IT MAY TAKE YEARS FOR MEANINGFUL ELECTORAL REFORM to take shape, but ultimately Israel will have to undergo a thorough political overhaul, one in which at least half, and hopefully many more, of its lawmakers will be elected directly in their districts of residence. Under this system, the Knesset will be governed by a different spirit, one in which a critical mass of lawmakers will be dependent on, and thus loyal to, their local community, and not to a party machine. Regionally elected legislators will spend much of their workweek in their constituencies, in day-to-day personal contact with voters. Thus, with his priorities set by his neighbors rather than party forums, an MK's convictions will be less vulnerable to pressure from party bosses and the manipulation of radical NGOs. The prospect, for instance, of Israel's Basic Laws being abruptly amended in order to meet a particular government's momentary needs will become less likely, because the directly elected lawmaker, as his community's sole representative in the legislature, will be much more closely scrutinized.
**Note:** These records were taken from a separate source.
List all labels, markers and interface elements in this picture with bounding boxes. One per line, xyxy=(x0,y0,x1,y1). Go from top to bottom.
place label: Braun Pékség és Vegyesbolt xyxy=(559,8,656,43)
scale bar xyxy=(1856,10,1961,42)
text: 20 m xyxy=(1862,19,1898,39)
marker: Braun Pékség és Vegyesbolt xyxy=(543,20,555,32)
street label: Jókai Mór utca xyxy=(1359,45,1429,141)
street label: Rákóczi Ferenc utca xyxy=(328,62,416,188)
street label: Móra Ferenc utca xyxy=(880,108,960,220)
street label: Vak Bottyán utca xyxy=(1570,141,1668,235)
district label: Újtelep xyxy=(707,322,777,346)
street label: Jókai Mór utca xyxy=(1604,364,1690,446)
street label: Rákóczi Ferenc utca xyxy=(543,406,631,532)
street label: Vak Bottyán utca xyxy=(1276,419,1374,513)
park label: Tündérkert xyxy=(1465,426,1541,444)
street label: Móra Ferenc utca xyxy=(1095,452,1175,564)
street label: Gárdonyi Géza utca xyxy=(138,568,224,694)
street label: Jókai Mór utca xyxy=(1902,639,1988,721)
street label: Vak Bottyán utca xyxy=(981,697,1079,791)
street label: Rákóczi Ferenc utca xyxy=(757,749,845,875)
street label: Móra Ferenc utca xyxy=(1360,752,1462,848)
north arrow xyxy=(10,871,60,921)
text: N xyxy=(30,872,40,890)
A directly elected Knesset will also raise the quality of leadership and governance in Israel, because a candidate's election will depend on satisfying his local constituents and not on blind obedience to party superiors. Consequently, people who are more courageous, accomplished, and independent than today's average Israeli politician will begin to gravitate toward the political arena. At the same time, legislative output itself will improve, as service in the Knesset will be seen as a mission rather than a patronage appointment, and will no longer be considered inferior to an executive position.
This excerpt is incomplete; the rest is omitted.